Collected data
╭──
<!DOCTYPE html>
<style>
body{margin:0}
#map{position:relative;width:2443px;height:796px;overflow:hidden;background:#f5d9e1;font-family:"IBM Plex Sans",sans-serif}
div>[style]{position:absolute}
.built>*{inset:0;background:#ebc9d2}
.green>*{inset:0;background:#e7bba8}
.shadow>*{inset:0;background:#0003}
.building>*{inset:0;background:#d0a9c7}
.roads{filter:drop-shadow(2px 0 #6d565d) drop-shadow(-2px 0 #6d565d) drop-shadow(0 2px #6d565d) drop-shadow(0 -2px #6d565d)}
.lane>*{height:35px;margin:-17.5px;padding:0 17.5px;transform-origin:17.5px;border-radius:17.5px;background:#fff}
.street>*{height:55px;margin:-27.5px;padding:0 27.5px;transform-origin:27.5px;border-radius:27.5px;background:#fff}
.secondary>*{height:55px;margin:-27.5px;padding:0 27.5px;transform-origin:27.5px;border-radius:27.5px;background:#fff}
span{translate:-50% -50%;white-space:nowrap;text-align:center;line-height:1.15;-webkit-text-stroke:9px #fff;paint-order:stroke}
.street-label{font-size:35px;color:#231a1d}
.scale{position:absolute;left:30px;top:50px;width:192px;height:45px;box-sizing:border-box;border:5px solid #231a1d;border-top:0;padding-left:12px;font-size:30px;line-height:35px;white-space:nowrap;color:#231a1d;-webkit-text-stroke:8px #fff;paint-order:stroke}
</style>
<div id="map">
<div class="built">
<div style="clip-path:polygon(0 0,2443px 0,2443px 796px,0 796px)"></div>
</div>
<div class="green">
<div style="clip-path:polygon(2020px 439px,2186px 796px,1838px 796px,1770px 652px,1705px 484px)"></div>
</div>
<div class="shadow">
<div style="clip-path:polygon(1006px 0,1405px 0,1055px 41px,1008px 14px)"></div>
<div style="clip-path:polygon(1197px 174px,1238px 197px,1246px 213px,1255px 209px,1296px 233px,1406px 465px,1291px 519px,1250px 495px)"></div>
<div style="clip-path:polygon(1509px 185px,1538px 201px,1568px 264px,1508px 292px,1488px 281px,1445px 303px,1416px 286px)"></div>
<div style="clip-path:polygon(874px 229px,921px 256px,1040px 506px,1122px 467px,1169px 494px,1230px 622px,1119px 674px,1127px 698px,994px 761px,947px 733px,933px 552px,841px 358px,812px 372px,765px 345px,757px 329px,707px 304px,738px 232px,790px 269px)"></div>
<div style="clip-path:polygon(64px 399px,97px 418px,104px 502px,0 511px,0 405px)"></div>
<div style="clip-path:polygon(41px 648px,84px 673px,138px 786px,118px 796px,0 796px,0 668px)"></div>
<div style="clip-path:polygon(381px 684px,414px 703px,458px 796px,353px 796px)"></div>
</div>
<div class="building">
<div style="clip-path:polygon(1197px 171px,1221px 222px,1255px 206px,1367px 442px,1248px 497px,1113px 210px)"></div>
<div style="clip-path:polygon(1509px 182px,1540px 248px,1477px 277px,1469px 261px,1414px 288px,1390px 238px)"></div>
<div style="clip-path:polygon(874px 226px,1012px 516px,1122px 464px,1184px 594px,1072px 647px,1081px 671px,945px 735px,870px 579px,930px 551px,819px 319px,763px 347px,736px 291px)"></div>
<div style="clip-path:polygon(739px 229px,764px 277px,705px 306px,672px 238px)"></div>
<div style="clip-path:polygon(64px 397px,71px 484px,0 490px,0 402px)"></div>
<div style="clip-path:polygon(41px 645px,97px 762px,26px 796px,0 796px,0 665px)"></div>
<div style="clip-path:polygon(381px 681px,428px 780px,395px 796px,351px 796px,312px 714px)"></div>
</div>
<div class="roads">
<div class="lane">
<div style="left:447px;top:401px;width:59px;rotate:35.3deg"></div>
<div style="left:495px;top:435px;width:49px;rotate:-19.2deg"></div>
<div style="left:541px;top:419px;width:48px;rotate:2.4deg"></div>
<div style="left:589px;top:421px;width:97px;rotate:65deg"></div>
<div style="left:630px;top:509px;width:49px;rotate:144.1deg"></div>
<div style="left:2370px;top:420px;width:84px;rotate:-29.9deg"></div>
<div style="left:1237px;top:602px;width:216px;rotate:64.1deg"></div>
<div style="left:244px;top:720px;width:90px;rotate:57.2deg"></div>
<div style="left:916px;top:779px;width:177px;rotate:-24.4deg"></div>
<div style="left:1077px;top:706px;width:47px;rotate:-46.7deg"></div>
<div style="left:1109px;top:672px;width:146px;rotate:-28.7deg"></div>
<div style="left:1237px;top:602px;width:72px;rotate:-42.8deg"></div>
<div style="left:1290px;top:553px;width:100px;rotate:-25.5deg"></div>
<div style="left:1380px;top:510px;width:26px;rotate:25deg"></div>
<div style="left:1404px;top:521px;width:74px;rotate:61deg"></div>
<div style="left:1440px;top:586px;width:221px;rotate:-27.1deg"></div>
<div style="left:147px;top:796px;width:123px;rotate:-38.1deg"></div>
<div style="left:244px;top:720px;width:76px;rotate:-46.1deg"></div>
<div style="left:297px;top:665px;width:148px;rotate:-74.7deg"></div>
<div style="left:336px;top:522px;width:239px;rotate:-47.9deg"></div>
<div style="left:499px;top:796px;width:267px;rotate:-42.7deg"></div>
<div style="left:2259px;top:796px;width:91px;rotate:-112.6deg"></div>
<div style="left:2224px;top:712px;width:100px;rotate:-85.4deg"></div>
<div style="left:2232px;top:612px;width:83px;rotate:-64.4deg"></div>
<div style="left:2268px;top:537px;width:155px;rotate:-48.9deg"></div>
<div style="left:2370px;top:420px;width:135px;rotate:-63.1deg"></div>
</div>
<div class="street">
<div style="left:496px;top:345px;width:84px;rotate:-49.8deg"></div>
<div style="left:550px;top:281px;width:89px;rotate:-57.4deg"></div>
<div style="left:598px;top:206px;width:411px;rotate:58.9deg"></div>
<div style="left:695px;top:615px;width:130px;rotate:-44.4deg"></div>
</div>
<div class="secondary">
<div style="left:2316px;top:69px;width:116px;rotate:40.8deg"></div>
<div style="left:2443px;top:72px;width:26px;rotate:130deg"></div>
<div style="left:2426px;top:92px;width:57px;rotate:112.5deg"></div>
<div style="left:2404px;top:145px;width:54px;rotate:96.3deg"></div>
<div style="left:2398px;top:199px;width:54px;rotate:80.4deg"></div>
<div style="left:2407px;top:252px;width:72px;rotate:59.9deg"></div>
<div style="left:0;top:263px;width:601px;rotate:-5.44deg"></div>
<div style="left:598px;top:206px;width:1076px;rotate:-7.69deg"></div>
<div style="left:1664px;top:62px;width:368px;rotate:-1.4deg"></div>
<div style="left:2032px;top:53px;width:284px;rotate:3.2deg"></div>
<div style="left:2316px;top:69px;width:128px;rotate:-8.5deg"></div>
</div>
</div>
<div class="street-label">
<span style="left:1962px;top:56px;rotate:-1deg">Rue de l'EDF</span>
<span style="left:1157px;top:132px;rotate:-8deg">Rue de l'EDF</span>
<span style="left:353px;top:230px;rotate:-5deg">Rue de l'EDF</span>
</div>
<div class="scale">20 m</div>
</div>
╰──
- What you will do
Filter the records above and return every line that holds the word "lane".

- Solution to this task
.lane>*{height:35px;margin:-17.5px;padding:0 17.5px;transform-origin:17.5px;border-radius:17.5px;background:#fff}
<div class="lane">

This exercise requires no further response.